The main reason I’m pursuing testing is because I don’t know what coping strategies do or don’t make sense - I have a lot of sensitivity to light and noise for example that I just don’t take seriously, and I think if I knew I had ASD I would maybe spend more time actually learning about it and engaging with the tools and coping strategies. Right now, I feel a lot of cognitive dissonance about thinking about myself as autistic without an “official” and objective / expert ruling.
This difficulty with accepting I might be autistic is similar to how I rejected gender dysphoria for so long - it’s a combination of denial because of fear and stigma, but also I’m worried about appropriating the experiences of people who “really” have the condition (whether being trans, or being autistic).
I didn’t think I was trans enough to be trans, and now I don’t think I’m autistic enough to be considered autistic.
Send me any resources or advice you think might be helpful, and thank you for the RSD video!
I also get a lot of value from Jessica McCabe’s How to ADHD – I bought her book a while ago and I promise I’ll start it any day now :3 I think a lot of the strategies may be appropriate for other flavors of neurospicy too.
You know the joke about how everyone who drives faster than me is a dangerous maniac, and everyone who drives slower is incompetent? We really do tend to see the world in relation to ourselves, and I think that it’s because we take ourselves as the “normal” baseline there is this fear of appropriating. ADHDers struggle with focus “more than normal”; I’m normal; therefore they must have it worse than me and I’m not part of that group.
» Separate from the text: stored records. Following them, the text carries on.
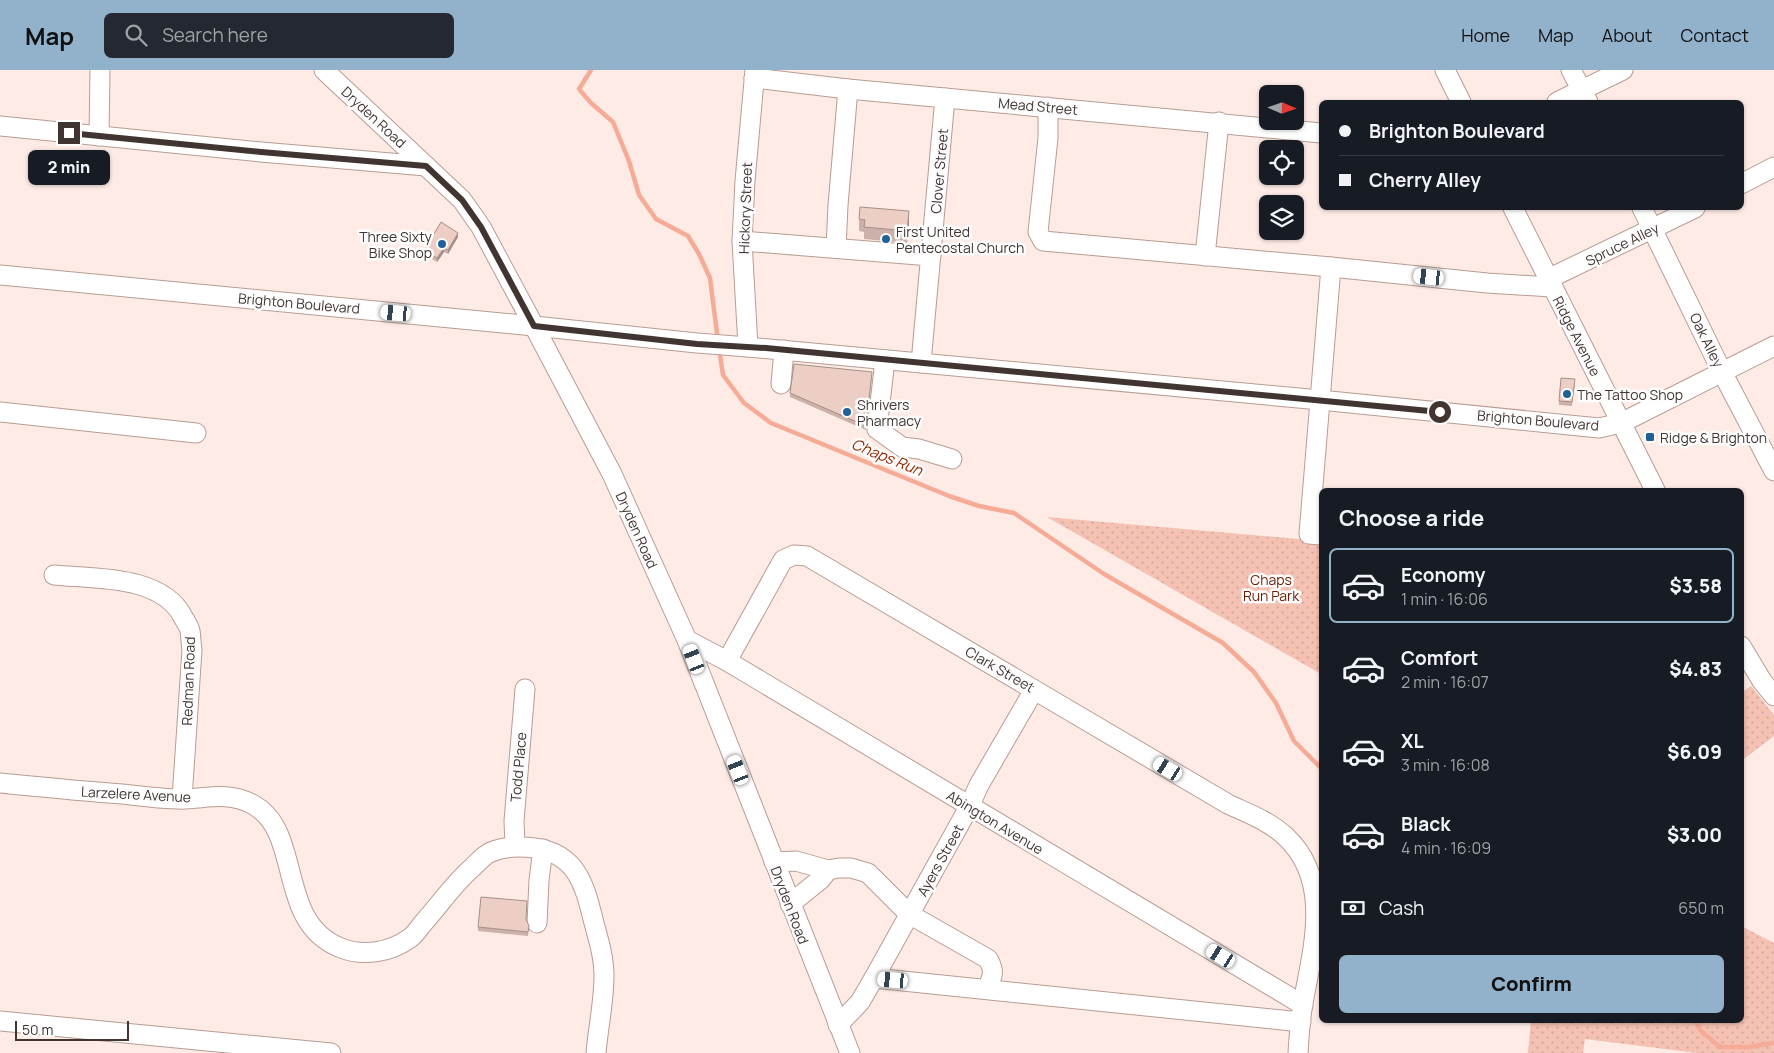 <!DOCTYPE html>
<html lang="en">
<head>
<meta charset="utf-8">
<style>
  :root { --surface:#171b24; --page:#242831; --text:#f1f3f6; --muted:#9ea1a6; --line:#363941; --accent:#92b1cb }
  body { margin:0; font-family:Manrope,sans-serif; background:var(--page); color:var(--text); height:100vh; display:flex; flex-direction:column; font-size:19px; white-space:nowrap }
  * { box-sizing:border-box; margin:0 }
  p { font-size:16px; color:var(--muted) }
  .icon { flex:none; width:28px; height:28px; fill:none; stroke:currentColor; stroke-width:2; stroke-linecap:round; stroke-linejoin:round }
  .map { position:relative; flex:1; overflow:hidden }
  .side { position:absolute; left:1319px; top:418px; width:425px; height:535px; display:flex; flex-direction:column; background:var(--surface); border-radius:8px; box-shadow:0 1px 4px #0004 }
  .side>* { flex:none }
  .banner { position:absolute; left:1319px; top:30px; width:425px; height:110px; border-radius:8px; box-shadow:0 1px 4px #0004; display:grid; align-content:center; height:110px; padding:0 20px; background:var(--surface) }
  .needle { width:32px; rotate:92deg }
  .fabs { position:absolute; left:1259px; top:15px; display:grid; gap:10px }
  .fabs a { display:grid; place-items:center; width:45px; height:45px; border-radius:8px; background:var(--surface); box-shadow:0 1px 4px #0004; font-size:25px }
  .scale { position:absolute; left:15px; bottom:12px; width:114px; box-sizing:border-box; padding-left:5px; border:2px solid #413532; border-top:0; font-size:14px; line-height:18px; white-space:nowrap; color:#413532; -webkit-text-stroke:4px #fdfdfd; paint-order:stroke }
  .end { position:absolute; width:22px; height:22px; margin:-11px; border:6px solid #413532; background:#fff; box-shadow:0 0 0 2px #fff }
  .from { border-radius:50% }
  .bubble { position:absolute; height:35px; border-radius:8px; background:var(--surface); box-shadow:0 1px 4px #0004; font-size:16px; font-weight:800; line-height:35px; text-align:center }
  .car { position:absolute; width:15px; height:30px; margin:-15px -8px; border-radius:6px; box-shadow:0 0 4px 1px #0007; background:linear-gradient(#fff 24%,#345 0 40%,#fff 0 76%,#345 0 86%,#fff 0) }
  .banner b { display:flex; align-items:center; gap:18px; height:48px; font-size:19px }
  .banner b+b { border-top:1px solid var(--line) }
  .banner i { width:12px; height:12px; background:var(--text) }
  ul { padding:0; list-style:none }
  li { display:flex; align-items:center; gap:15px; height:75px; margin:0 10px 8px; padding:0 10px; border:2px solid transparent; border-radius:8px }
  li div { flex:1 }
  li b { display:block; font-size:19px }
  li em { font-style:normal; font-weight:800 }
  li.current { border-color:var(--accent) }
  li>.icon { width:45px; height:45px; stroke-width:1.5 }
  h2 { padding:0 20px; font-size:22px; line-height:60px }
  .pay { display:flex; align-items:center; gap:12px; height:55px; padding:0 20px; font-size:19px }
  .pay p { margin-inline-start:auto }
  .primary-button { display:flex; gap:10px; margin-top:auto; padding:10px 20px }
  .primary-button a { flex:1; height:58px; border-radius:8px; background:var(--accent); color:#111; font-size:20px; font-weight:800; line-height:58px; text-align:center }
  header { display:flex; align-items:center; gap:30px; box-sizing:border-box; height:70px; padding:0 25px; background:var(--accent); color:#111 }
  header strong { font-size:24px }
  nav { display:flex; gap:28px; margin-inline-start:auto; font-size:18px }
  .search { width:350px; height:45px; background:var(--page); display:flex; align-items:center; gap:12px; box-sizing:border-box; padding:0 18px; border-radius:8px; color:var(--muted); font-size:19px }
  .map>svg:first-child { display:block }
  .park { fill:url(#park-dots) }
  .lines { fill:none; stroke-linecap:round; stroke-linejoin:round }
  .stream { stroke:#f5ab96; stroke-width:4.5 }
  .minor-casing { stroke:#b89c93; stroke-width:21 }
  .minor { stroke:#fff; stroke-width:19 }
  .wall { fill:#cbb1a9 }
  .shaded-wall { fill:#a59089 }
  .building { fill:#eccec4; stroke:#a59089 }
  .route { stroke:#413532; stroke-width:6 }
  .poi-dot { fill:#1f6197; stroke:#fdfdfd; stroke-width:2 }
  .labels { text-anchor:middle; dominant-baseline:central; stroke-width:5; stroke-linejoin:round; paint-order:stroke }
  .street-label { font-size:14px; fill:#413532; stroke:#fdfdfd }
  .poi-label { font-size:14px; fill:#413532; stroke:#fdfdfd; text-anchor:start }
  .park-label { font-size:14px; fill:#6c1d02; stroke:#fdfdfd }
  .water-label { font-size:15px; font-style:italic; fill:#902800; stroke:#fdfdfd }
</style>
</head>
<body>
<header>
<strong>Map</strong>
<div class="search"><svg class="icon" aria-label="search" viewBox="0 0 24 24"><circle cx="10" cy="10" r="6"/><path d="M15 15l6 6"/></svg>Search here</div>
<nav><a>Home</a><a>Map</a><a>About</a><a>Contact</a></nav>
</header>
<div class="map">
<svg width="1774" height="983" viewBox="0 0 1774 983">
  <defs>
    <pattern id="park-dots" width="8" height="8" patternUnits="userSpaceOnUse" patternTransform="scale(1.25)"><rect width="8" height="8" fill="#f4c1b2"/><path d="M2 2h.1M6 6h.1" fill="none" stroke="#d2a69a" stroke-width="1.8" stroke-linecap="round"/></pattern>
  </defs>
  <rect width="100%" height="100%" fill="#feebe5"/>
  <!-- park -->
  <g class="park">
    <path d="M 1047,447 L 1321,471 L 1321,604 Z"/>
    <path d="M 1751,616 L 1774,645 L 1774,666 L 1741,691 L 1741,623 Z"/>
    <path d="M 1741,856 L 1774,873 L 1774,983 L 1697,983 L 1585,969 L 1583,983 L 1528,983 L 1531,950 L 1741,950 Z"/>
  </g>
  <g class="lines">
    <!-- stream -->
    <g class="stream">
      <path d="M 591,0 L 579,19 L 591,33 L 613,52 L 629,91 L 639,125 L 656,149 L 688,166 L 699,184 L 710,208 L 718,271"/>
      <path d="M 719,278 L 723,305 L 744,333 L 771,353 L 949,426 L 979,436 L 1014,443 L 1104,504 L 1223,573 L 1254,602 L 1276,633 L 1294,671 L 1321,698"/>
      <path d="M 1695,950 L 1701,961 L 1720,977 L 1749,977 L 1774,973"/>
    </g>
    <defs>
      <g id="minor">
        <path d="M 324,0 L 462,130 L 481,157 L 534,256 L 612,404 L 687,570 L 850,983"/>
        <path d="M 1445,0 L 1461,32"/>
        <path d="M 1571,0 L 1588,32"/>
        <path d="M 754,8 L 848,19 L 1321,63"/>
        <path d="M 1557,32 L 1623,0"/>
        <path d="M 1048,37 L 1048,68 L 1038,162 L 1043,171 L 1331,197 L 1487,213 L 1552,217"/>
        <path d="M 0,56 L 261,82 L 426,96"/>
        <path d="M 99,66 L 100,0"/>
        <path d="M 1741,114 L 1774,97"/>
        <path d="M 1513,138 L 1655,420"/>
        <path d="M 1642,138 L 1722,302 L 1774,401"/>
        <path d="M 742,171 L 931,186"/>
        <path d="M 836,178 L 838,135 L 848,19"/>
        <path d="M 1205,186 L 1219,52"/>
        <path d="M 0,205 L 534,256 L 697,273 L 748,277 L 1320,330 L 1599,358 L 1621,353 L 1774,276"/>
        <path d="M 1548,209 L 1695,138"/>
        <path d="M 748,277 L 742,171 L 745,111 L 755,0"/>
        <path d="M 885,290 L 877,359 L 902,377 L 919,379 L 952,389"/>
        <path d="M 921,293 L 945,28"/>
        <path d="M 781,314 L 784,280"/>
        <path d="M 0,342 L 196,363"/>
        <path d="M 1321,465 L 1309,464 L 1331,197"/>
        <path d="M 54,505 C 95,509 162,505 183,547 C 185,551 189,556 190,561 C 191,567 191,574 192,580 L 182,729"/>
        <path d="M 687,570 L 727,591 L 1303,935"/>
        <path d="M 1741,576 L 1762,611 L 1774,626"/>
        <path d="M 727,591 L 783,490 L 794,485 L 807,486 L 1228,734 C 1247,743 1269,751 1285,766 C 1333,810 1313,878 1303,933 C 1300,950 1299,966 1298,983"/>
        <path d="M 0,713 C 41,717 81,721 122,724 C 141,726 161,729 181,729 C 206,729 227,721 252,734 C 304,761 275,853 341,878 C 364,887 391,882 410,868 C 416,864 420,856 425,851 C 441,833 455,812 473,797 C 478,792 484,785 491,782 C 505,776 519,776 535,778 C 578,784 585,817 594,853 C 599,871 604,888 604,906 C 604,932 598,958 596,983"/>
        <path d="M 515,775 L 514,751 L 525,619"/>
        <path d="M 774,792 L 796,791 L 828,800 L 839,798 L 851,798 L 868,803 L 909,844 L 988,889 C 995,901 993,906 987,919"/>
        <path d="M 790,834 L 821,809 L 828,800"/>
        <path d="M 537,853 L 539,810 L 543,779"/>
        <path d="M 874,908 L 1301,952"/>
        <path d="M 0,951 L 331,983"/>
        <path d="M 838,955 L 860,932 L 874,908 L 969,737 L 979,715 L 1034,620"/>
      </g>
    </defs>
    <!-- minor casing -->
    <use href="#minor" class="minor-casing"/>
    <!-- minor -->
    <use href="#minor" class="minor"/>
  </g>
  <!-- wall -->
  <g class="wall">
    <path d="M 859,149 L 909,153 L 907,173 L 864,169 L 864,162 L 859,161 Z"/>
    <path d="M 458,167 L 448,184 L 444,182 L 437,192 L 424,184 L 424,180 Z"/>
    <path d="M 872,306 L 866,360 L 790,327 L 790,323 Z"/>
    <path d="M 1575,313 L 1572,336 L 1559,335 L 1559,331 Z"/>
    <path d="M 526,849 L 529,856 L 528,866 L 478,861 L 478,857 Z"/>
  </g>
  <!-- shaded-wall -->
  <g class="shaded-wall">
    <path d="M 909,141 L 909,153 L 907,173 L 907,161 Z"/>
    <path d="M 458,163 L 458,167 L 448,184 L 448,180 Z"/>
    <path d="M 444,178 L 444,182 L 437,192 L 437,188 Z"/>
  </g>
  <!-- building -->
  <g class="building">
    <path d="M 860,137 L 909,141 L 907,161 L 864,157 L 865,150 L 859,149 Z"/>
    <path d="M 441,152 L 458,163 L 448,180 L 444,178 L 437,188 L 424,180 Z"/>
    <path d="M 794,294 L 872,302 L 866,356 L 790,323 Z"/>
    <path d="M 1561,308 L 1575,309 L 1572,332 L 1559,331 Z"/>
    <path d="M 481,827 L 527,831 L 526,849 L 529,856 L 528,862 L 478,857 Z"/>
  </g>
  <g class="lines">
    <!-- route -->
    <path class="route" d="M 69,63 L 261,82 L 426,96 L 462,130 L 481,157 L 534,256 L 697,274 L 766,278 L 1440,342"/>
  </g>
  <!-- markers -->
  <g class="poi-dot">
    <circle cx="886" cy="169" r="5"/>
    <circle cx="442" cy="174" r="5"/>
    <circle cx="1567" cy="324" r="5"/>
    <circle cx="847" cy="342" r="5"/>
    <rect x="1645" y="362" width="10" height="10" rx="2.5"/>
  </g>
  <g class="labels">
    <!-- street labels -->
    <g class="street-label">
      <text transform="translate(1038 36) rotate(5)">Mead Street</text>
      <text transform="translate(374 47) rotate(43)">Dryden Road</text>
      <text transform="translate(939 101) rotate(-85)">Clover Street</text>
      <text transform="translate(745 138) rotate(-88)">Hickory Street</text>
      <text transform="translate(1622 174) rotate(-26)">Spruce Alley</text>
      <text transform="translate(299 233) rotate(5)">Brighton Boulevard</text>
      <text transform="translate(1577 266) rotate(63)">Ridge Avenue</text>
      <text transform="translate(1707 270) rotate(64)">Oak Alley</text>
      <text transform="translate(1538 350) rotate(5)">Brighton Boulevard</text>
      <text transform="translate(637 460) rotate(66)">Dryden Road</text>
      <text transform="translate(1000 599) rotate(30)">Clark Street</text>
      <text transform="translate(188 611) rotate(-88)">Redman Road</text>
      <text transform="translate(518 697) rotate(-85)">Todd Place</text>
      <text transform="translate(136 724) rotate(3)">Larzelere Avenue</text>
      <text transform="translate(995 752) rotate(31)">Abington Avenue</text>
      <text transform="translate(940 790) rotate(-61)">Ayers Street</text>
      <text transform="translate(790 835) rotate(69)">Dryden Road</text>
    </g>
    <!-- poi labels -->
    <g class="poi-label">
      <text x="896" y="161">First United<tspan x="896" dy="16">Pentecostal Church</tspan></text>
      <text x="432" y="166" text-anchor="end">Three Sixty<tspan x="432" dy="16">Bike Shop</tspan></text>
      <text x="1577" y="324">The Tattoo Shop</text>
      <text x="857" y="334">Shrivers<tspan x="857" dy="16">Pharmacy</tspan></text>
      <text x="1660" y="367">Ridge &amp; Brighton</text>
    </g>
    <!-- park labels -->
    <g class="park-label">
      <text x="1271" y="509">Chaps<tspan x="1271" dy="16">Run Park</tspan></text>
    </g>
    <!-- water labels -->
    <g class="water-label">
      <text transform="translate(887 387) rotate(22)">Chaps Run</text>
    </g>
  </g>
</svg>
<div class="fabs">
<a><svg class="needle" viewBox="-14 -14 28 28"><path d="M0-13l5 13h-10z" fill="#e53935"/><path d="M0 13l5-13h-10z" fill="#9ea1a6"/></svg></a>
<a><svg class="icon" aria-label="locate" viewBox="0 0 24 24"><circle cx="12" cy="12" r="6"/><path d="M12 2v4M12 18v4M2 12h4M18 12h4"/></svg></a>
<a><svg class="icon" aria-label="layers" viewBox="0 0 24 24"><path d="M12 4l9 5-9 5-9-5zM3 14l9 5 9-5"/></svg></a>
</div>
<div class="scale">50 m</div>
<i class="end from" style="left:1440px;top:342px"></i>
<i class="end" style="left:69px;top:63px"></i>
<div class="bubble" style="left:28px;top:80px;width:82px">2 min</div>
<i class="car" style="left:1429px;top:207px;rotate:276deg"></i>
<i class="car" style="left:396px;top:243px;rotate:275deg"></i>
<i class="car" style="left:694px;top:589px;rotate:339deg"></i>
<i class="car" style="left:1168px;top:699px;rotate:301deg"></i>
<i class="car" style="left:738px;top:700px;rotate:338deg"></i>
<i class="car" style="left:1221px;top:886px;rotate:301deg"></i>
<i class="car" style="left:893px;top:910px;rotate:275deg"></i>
<div class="banner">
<b><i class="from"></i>Brighton Boulevard</b>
<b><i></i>Cherry Alley</b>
</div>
<section class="side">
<h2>Choose a ride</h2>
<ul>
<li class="current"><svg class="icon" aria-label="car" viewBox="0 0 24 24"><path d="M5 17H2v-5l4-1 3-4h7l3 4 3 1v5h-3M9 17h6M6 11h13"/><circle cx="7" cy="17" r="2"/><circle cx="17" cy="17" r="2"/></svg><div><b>Economy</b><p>1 min · 16:06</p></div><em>$3.58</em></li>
<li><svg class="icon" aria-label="car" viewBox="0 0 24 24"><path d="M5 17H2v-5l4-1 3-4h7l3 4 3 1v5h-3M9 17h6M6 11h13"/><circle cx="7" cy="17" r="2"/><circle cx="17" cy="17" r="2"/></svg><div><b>Comfort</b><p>2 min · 16:07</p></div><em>$4.83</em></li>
<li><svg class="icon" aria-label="car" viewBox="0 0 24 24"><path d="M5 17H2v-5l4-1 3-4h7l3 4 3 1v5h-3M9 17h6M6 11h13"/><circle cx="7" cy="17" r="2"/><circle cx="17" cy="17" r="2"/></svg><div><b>XL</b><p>3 min · 16:08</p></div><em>$6.09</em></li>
<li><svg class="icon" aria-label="car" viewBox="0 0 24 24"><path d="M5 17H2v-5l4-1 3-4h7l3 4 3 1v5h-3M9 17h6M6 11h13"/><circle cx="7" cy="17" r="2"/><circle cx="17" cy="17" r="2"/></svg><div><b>Black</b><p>4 min · 16:09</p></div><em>$3.00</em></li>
</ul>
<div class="pay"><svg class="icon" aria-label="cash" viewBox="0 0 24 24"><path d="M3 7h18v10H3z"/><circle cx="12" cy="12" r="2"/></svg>Cash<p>650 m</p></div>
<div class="primary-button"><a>Confirm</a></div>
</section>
</div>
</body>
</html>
Coming out as trans taught me that it is possible for me to be in a minority group without realizing it, and I’ve been trying to see myself and where I fit in in relation to the whole of society without centering myself. And also not to compare myself to some perceived “normal” baseline, but just play with the hand I was dealt. (I’m not trying to be maudlin there: I have qualities than I’m happy about too!)